After leaving the hospital, Mr. Fernandez and Ms. Horta went straight to the immigration office and began the process of becoming Americans. Their new lives are a classic immigrant struggle. Ms. Horta is going to school to learn English. Mr. Fernandez, the erstwhile five-star chef, is looking for work; last week he had an interview for a job washing cars at an auto dealership.
Nivaldo Fernandez is full of faith in his new country. "I was born on July 3, 1967," he says. "I was born again on Nov. 25, 1999, because that's when I came to the land of liberty." Would he do it again if he knew how harrowing the journey would be? "Yes. Even if I died in the middle of the sea, I would have died with dignity, trying to come to this country."

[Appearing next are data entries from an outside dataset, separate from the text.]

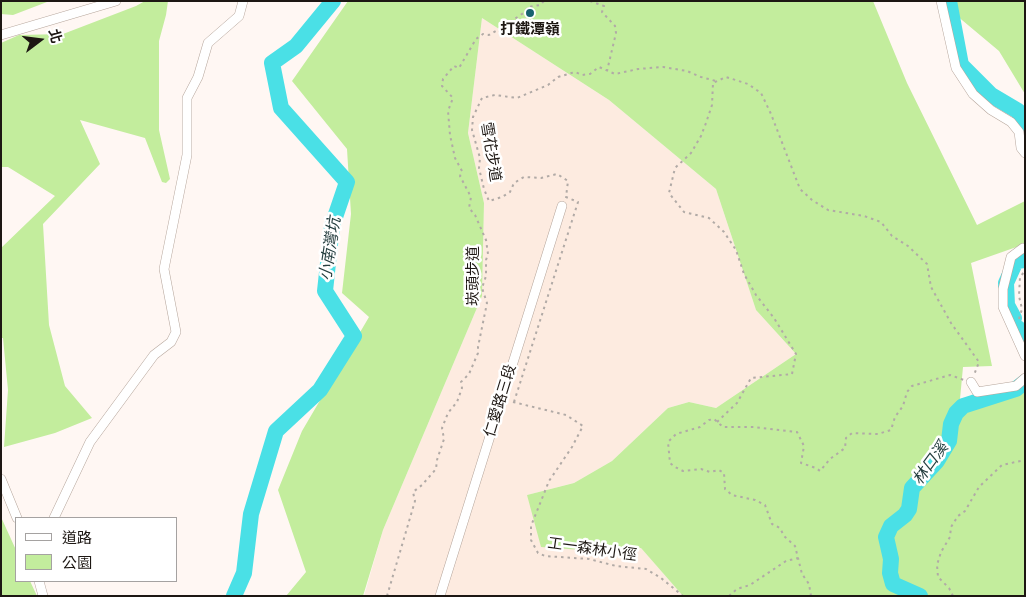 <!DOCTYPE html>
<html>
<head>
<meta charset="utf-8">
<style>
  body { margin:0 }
  #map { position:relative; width:1026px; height:597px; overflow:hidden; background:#fff7f3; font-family:"Sofia Sans Condensed","Noto Sans TC",sans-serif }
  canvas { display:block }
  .frame { position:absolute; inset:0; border:2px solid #1d1713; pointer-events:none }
  .legend { position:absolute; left:15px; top:517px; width:162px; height:65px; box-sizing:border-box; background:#fff; border:1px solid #a5a2a1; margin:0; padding:6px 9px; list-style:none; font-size:15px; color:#1d1713 }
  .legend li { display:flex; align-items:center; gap:10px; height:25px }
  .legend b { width:25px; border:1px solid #a5a2a1 }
  .north { position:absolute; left:15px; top:15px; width:50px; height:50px; -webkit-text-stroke:4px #fff; paint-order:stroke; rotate:75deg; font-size:14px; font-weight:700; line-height:20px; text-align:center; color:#1d1713 }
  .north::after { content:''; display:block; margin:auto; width:18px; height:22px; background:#1d1713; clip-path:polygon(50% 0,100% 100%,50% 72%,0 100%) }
</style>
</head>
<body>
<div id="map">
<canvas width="1026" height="597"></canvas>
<div class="frame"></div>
<ul class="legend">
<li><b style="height:6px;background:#fff"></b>道路</li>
<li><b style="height:14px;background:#c3ed9d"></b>公園</li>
</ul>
<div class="north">北</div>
</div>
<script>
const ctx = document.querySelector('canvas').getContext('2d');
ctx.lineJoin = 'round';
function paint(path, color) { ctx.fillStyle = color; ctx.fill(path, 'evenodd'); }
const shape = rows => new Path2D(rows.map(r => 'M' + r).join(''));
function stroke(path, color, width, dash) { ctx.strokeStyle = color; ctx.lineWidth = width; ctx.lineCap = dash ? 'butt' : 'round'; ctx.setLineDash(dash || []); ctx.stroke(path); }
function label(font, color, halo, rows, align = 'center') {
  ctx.font = font + ' "Sofia Sans Condensed","Noto Sans TC",sans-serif'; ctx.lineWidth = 5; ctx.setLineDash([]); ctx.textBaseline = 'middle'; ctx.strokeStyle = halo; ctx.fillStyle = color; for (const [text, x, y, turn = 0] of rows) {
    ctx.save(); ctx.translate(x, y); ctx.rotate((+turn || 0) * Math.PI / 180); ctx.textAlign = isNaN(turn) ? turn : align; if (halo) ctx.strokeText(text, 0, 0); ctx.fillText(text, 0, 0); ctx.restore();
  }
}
paint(shape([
  [482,18,609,100,716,189,756,310,796,354,716,408,689,402,668,408,612,461,574,483,527,495,609,552,626,548,641,548,683,596,364,596,383,530,482,296,484,203,468,133]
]), '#fdebe0');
paint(shape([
  [1,1,42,1,47,2,13,15,1,14],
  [145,1,168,1,166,15,159,41,159,130,170,179,166,183,162,182,145,138,80,120,100,164,43,224,49,325,65,386,92,418,55,433,4,447,8,390,3,338,1,338,1,248,55,196,8,167,1,167,1,43,19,35,63,34,136,6],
  [348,1,873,1,907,83,977,225,1025,201,1025,244,971,263,992,366,963,367,960,399,1023,393,1025,389,1025,596,683,596,641,548,626,548,609,552,541,547,527,495,574,483,612,461,668,408,689,402,716,408,796,354,756,310,716,189,609,100,482,18,468,133,484,203,482,296,383,530,363,596,286,596,306,572,278,490,302,431,369,317,342,293,351,214,347,149,292,81],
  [953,1,1025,1,1025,94,999,51,956,15],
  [1,517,16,550,16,581,30,581,37,596,1,596]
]), '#c3ed9d');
stroke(shape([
  [949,1,961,65,991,95,1018,111,1025,126],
  [1014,318,1007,305,1006,283,1016,261,1025,260],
  [1018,328,1025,342],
  [234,596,244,573,251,514,276,431,320,390,354,336,325,291,332,226,347,182,281,108,272,63,296,46,333,1],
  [920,596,893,584,890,573,891,559,886,537,891,526,905,515,909,509,912,488,937,461,949,441,951,424,956,413,963,406,1016,389,1025,382]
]), '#4ae0e6', 16);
const minor = shape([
  [941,1,956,68,973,94,991,110,1011,122,1019,132,1021,148,1025,153],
  [1,35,116,1],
  [1025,249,1023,248,1011,257,1003,289,1003,307,1025,356],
  [971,382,977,392,1016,386,1025,378],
  [1,479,17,518],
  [54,518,90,442,154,355,171,342,176,332,164,269,187,155,187,98,198,77,208,43,239,16,243,1],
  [39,581,43,596],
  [440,596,562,206]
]);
stroke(minor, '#b6a69c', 10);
stroke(shape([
  [590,1,604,6,602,12,615,26,616,33,607,71],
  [1019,319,1022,309,1019,296,1020,277,1025,271],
  [513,402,566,415,583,426,572,447,549,481,531,526,531,540,538,553,545,556,589,559,616,566,646,569,661,578,683,596],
  [514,402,578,202,566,197,568,181,557,174,541,178,524,177,514,183,510,192,502,197,489,201,484,189,479,168,480,158,472,130,473,117,482,98,495,95,517,98,548,85,558,77,575,72,582,75,590,74,599,67,615,74,638,69,663,67,687,71,701,77,716,81],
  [717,422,737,403,751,378,792,374,796,354,774,318,756,295,744,274,736,250,724,232,709,218,684,212,669,193,675,168,691,153,701,136,706,123,712,105,713,83,726,77,748,84,761,93,771,114,800,189,812,200,828,210,864,216,881,222,892,236,908,246,927,264,931,287,951,323,979,362,974,375],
  [387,596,415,501,413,492,422,485,436,469,437,460,444,439,442,428,448,413,457,402,462,388,461,382,469,374,478,353,478,347,487,303,482,288,486,276,486,260,488,254,486,240,475,215,469,208,471,197,460,176,462,171,455,158,450,135,448,111,453,98,442,86,443,79,454,66,459,68,476,39,483,34,489,35,504,26,525,12,528,7,540,5,544,1],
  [729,596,737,589,750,585,786,561,798,558],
  [811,596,809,584,802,574,795,546,784,536,780,528,772,524,765,505,755,500,732,495,725,489,724,473,719,470,710,472,701,469,683,471,675,467,670,463,668,442,676,434,700,427,709,420,714,419,723,427,754,427,797,432,804,446,801,463,816,468,820,471,830,459,845,448,846,438,852,433,878,434,891,430,895,417,903,406,907,392,912,386,950,375,964,380],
  [953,596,949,588,938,577,937,565,941,552,950,537,951,527,958,516,965,511,979,487,1002,465,1025,460]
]), '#b1aaa6', 2, [2.5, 4]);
stroke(minor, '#fff', 9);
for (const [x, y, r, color] of [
  [530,13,5,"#17626f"]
]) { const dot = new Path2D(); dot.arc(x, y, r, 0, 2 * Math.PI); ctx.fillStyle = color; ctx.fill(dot); stroke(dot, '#fff', 2); }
label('bold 15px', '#1d1713', '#fff', [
  ["打鐵潭嶺",530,30]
]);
label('15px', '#1d1713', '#fff', [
  ["雪花步道",490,152,81],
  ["崁頭步道",474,276,-90],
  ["仁愛路三段",501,401,-73],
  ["工一森林小徑",592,550,8]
]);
label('italic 16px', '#263f40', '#fff', [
  ["小南灣坑",331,249,-81],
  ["林口溪",931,464,-54]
]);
</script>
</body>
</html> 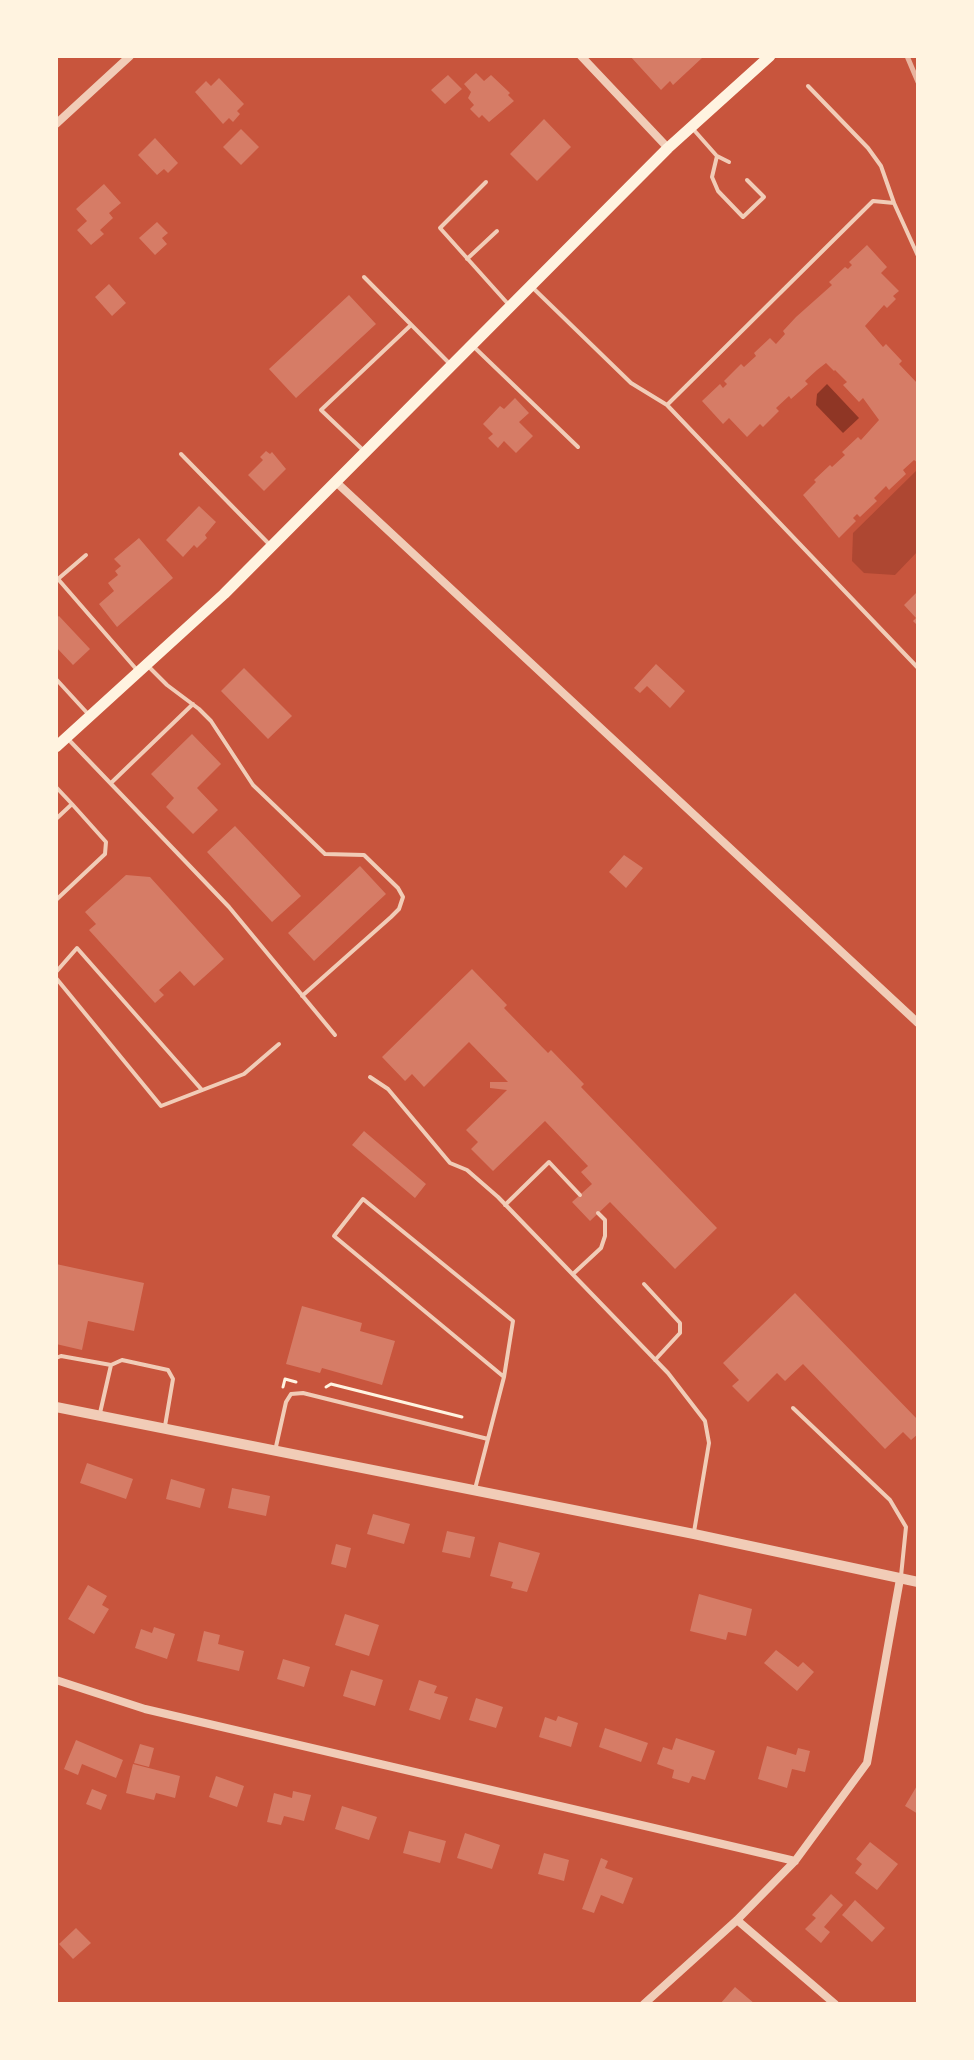 <!DOCTYPE html>
<style>
body{margin:0}
#map{position:relative;width:974px;height:2060px;overflow:hidden;background:#c8553d;font-family:"Space Grotesk",sans-serif}
canvas{display:block}
.frame{position:absolute;inset:0;border:58px solid #fff3e0;pointer-events:none}
</style>
<div id="map">
<canvas width="974" height="2060"></canvas>
<div class="frame"></div>
</div>
<script>
const context = document.querySelector('canvas').getContext('2d');
context.lineJoin = 'round';
function paint(path, color) {
  context.fillStyle = color;
  context.fill(path, 'evenodd');
}
function toPath(rows) {
  const path = new Path2D();
  for (const r of rows) {
    path.moveTo(r[0], r[1]);
    for (let i = 2; i < r.length; i += 2) path.lineTo(r[i], r[i + 1]);
  }
  return path;
}
function strokePath(path, color, width, dash) {
  context.strokeStyle = color;
  context.lineWidth = width;
  context.lineCap = dash ? 'butt' : 'round';
  context.setLineDash(dash || []);
  context.stroke(path);
}
const green = toPath([
 [918,469,918,551,895,575,864,573,852,561,853,533]
]);
const water = toPath([
 [827,384,859,418,843,433,816,405,817,394]
]);
const building = toPath([
 [630,56,699,56,702,58,673,85,670,81,661,90],
 [476,73,484,81,491,75,510,93,508,95,514,101,489,122,482,115,479,118,470,109,474,105,468,98,471,92,464,84],
 [448,75,462,89,445,104,431,90],
 [219,78,244,104,237,111,240,114,233,122,229,118,223,124,195,92,206,81,211,86],
 [544,119,571,147,537,181,510,154],
 [241,129,259,147,241,165,223,147],
 [155,138,178,163,168,173,164,169,157,175,138,155],
 [104,184,121,203,109,213,113,218,100,230,104,234,91,245,77,230,87,221,76,209],
 [157,222,168,233,162,238,167,244,155,255,139,238],
 [867,245,887,267,881,273,899,291,893,296,896,299,887,308,884,305,865,326,883,347,886,344,902,361,899,364,918,384,918,463,914,460,903,470,906,474,889,490,886,486,874,498,877,501,860,517,857,514,853,518,856,521,839,538,803,495,816,482,814,480,830,465,832,467,845,455,842,452,858,437,861,440,879,420,863,398,859,402,843,385,847,382,835,370,834,371,826,363,817,370,805,381,808,384,791,399,789,396,776,408,779,411,763,427,760,424,747,437,729,418,723,424,702,401,720,384,723,388,727,384,724,381,741,364,744,367,756,356,754,353,770,338,776,344,785,334,783,331,796,317,832,285,829,282,845,267,848,269,852,265,849,262],
 [109,284,126,303,112,316,95,297],
 [349,295,376,324,296,398,269,369],
 [515,398,529,413,519,422,533,436,516,453,504,441,498,448,488,438,493,434,483,424,500,406,504,409],
 [266,451,270,454,272,452,286,469,264,491,248,475,263,460,260,457],
 [199,506,216,522,205,535,207,538,197,548,194,545,183,557,166,540],
 [139,538,173,578,117,627,99,604,114,591,108,583,118,575,115,571,121,566,114,559],
 [918,591,918,626,913,621,916,618,904,605],
 [59,616,90,649,73,665,56,647,56,618],
 [656,664,685,691,670,708,647,686,640,693,634,688],
 [244,668,292,716,268,739,221,691],
 [192,734,221,764,197,788,218,810,193,834,166,807,174,798,151,774],
 [235,826,301,896,272,922,207,852],
 [624,855,643,868,626,888,609,872],
 [360,866,386,894,314,961,288,933],
 [126,875,150,877,224,959,194,986,180,971,159,990,164,995,155,1003,89,930,96,924,85,912],
 [472,969,507,1005,504,1008,548,1053,551,1050,584,1084,581,1087,717,1228,675,1269,610,1202,590,1221,572,1202,592,1184,581,1172,588,1166,545,1121,493,1171,471,1149,478,1142,466,1130,507,1090,490,1088,490,1082,508,1082,469,1042,424,1087,412,1074,405,1081,382,1057],
 [364,1131,426,1184,415,1198,352,1145],
 [56,1264,144,1283,134,1331,88,1321,82,1350,56,1344],
 [795,1293,918,1420,918,1434,911,1440,903,1432,885,1449,803,1364,785,1381,777,1373,748,1402,732,1386,739,1380,723,1363],
 [302,1306,362,1323,360,1331,395,1341,382,1385,322,1368,320,1373,286,1364],
 [87,1463,133,1479,126,1499,80,1483],
 [171,1479,205,1489,200,1508,166,1499],
 [232,1488,270,1496,266,1516,228,1508],
 [373,1514,410,1524,404,1544,367,1534],
 [447,1531,475,1537,470,1558,442,1552],
 [499,1542,540,1553,527,1592,511,1588,513,1582,490,1576],
 [336,1544,351,1548,346,1568,331,1564],
 [88,1585,107,1596,102,1605,109,1609,94,1634,68,1619],
 [699,1594,752,1609,746,1636,728,1632,726,1640,690,1631],
 [345,1614,379,1625,369,1656,335,1645],
 [154,1627,175,1634,167,1659,135,1648,141,1629,152,1633],
 [204,1631,220,1635,218,1644,244,1651,239,1671,197,1661],
 [776,1650,798,1667,803,1662,814,1672,797,1691,764,1663],
 [283,1659,310,1667,304,1687,277,1679],
 [351,1670,383,1680,375,1706,343,1696],
 [419,1680,437,1686,434,1693,448,1697,440,1720,409,1710],
 [476,1698,503,1707,496,1728,469,1720],
 [558,1716,578,1723,571,1747,539,1737,545,1717,556,1721],
 [605,1728,648,1743,641,1762,599,1747],
 [676,1738,715,1751,705,1780,692,1776,689,1783,672,1778,674,1770,657,1764,663,1747,672,1750],
 [76,1740,123,1760,116,1778,82,1764,78,1775,64,1769],
 [140,1744,154,1748,149,1767,134,1763],
 [767,1746,796,1755,798,1748,810,1751,805,1772,792,1769,787,1788,758,1779],
 [133,1764,180,1776,175,1798,156,1793,154,1800,126,1793],
 [216,1776,244,1786,237,1807,209,1797],
 [918,1784,918,1814,905,1806],
 [92,1789,107,1795,101,1810,86,1804],
 [293,1791,311,1795,304,1821,284,1816,281,1825,267,1822,274,1793,292,1798],
 [342,1806,377,1817,369,1840,335,1829],
 [409,1831,446,1841,440,1863,403,1853],
 [465,1833,500,1845,492,1869,457,1858],
 [870,1842,898,1864,877,1890,855,1873,862,1864,856,1859],
 [544,1853,569,1860,564,1881,538,1874],
 [601,1858,608,1861,605,1868,633,1878,623,1904,601,1895,594,1913,582,1909],
 [831,1894,843,1905,824,1927,830,1932,821,1943,805,1929,816,1918,812,1915],
 [855,1900,885,1928,872,1942,842,1915],
 [76,1928,91,1943,73,1959,59,1944],
 [735,1987,755,2004,720,2004]
]);
const path = toPath([
 [283,1387,285,1379,296,1382],
 [326,1387,331,1384,462,1417]
]);
const service = toPath([
 [808,86,868,148,881,166,894,203],
 [693,129,716,155],
 [729,162,717,156,712,177,718,191,743,217,764,197,747,180],
 [486,182,440,228,509,305],
 [467,259,497,231],
 [364,277,450,364],
 [532,287,631,383,667,405,918,668],
 [474,347,578,447],
 [668,404,873,201,894,203,918,256],
 [364,451,321,410,411,325],
 [181,454,269,544],
 [86,555,58,579,137,670],
 [148,666,167,685,199,709,211,721,253,785,325,854,364,855,398,888,403,897,399,909,391,917,302,996],
 [56,679,89,715],
 [69,740,229,907,335,1035],
 [112,782,193,704],
 [56,787,72,804,56,819],
 [56,900,105,854,106,842,72,804],
 [56,972,77,948,202,1090],
 [56,978,161,1106,244,1074,279,1044],
 [370,1077,388,1089,450,1163,467,1170,498,1197,668,1373,705,1421,709,1443,694,1532],
 [505,1205,549,1162,580,1195],
 [573,1274,601,1248,605,1236,605,1220,598,1213],
 [644,1284,680,1323,680,1333,655,1360],
 [56,1358,61,1356,111,1365],
 [793,1408,890,1500,906,1527,901,1576],
 [100,1413,111,1365,122,1360,168,1370,173,1379,165,1426],
 [275,1451,286,1402,291,1394,303,1393,488,1439],
 [475,1489,504,1377,513,1321,363,1199,334,1236,504,1377]
]);
const minor = toPath([
 [581,56,668,148],
 [56,124,130,56],
 [336,482,918,1023],
 [56,1680,145,1709,795,1861],
 [737,1920,835,2004],
 [644,2004,737,1920,795,1861,867,1763,900,1579]
]);
const tertiary = toPath([
 [56,1407,694,1534,918,1582]
]);
const secondary = toPath([
 [56,747,224,594,668,148,770,56]
]);
const rail = toPath([
 [907,56,918,82]
]);
paint(green, '#ae4732');
paint(water, '#8f3625');
paint(building, '#d67c66');
strokePath(path, '#fff3e0', 3);
strokePath(service, '#f1ccb7', 4);
strokePath(minor, '#f1ccb7', 8);
strokePath(tertiary, '#f1ccb7', 10);
strokePath(secondary, '#fff3e0', 11);
strokePath(rail, '#e9b49f', 5);
</script>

Arianne Horta longs to be reunited with Estefani, her five-year-old daughter. The Immigration and Naturalization Service, the selfsame agency that is demanding Elian's immediate deportation in the name of family reunification, tells Ms. Horta it can't do anything about her little girl until Ms. Horta attains residency status, which won't happen until next year. In contrast to Elian's father, last seen ranting on ABC's "Nightline" about his desire to assassinate U.S. politicians, Ms. Horta maintains a quiet dignity. "I cry a lot," she says.
This week Congress will take up legislation to declare Elian Gonzalez a U.S. citizen. It should extend the same privilege to Estefani Erera. There's no guarantee that Fidel Castro would allow her to emigrate, but such an action would remove the obstacle on this side of the Florida Straits. Making Estefani an American would be a fitting tribute to her mother's heroism--and to the memories of the 11 who didn't make it.